:: Entries shown
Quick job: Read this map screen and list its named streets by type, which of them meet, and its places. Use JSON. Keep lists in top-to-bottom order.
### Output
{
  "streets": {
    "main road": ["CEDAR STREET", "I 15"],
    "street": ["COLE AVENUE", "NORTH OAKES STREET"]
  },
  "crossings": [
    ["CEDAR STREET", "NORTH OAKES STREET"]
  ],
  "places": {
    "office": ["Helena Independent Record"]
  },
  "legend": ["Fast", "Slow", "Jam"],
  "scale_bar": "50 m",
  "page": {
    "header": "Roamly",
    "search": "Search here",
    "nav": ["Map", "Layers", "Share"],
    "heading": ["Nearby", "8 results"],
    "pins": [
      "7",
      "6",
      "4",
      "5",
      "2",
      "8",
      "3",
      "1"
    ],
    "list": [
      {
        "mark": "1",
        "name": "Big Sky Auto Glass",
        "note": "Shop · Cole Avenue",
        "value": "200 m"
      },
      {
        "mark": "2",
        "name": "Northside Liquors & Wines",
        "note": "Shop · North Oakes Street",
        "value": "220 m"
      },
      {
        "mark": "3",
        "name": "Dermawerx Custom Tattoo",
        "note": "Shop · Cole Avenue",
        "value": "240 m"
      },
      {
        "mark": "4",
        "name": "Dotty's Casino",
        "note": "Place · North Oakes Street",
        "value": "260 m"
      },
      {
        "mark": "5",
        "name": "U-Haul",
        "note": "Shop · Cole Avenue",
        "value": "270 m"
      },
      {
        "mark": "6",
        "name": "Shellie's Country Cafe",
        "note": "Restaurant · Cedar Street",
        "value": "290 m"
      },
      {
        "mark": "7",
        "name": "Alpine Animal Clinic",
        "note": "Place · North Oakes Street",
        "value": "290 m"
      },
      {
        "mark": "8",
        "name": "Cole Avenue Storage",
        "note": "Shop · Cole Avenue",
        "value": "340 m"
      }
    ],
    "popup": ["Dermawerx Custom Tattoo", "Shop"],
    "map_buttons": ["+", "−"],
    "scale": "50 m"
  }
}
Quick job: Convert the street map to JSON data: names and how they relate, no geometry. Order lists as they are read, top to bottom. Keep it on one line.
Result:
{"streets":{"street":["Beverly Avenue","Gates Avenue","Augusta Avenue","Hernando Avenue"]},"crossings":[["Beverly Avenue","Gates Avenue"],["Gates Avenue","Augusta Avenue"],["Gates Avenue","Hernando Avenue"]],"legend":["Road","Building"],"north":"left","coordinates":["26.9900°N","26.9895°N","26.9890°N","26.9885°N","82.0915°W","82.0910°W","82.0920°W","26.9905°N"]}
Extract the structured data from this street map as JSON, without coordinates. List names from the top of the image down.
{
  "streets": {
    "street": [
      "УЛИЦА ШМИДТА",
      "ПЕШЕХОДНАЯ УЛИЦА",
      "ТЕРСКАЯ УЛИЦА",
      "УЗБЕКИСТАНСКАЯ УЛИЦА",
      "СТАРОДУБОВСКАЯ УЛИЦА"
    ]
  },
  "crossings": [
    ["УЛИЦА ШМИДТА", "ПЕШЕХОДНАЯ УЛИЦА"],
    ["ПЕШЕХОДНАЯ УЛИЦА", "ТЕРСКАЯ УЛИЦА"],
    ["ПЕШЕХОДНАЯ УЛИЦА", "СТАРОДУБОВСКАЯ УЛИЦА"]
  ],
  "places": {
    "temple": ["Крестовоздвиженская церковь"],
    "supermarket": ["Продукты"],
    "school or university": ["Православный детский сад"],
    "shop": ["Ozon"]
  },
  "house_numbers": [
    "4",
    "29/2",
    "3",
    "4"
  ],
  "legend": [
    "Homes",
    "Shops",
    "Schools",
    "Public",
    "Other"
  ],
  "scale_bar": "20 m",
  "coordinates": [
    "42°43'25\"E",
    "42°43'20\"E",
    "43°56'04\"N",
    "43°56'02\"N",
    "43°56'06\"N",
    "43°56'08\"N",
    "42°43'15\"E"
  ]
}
::::
About this task =>
Count every line of the entries that includes "data", and say the number alone.

Written solution =>
2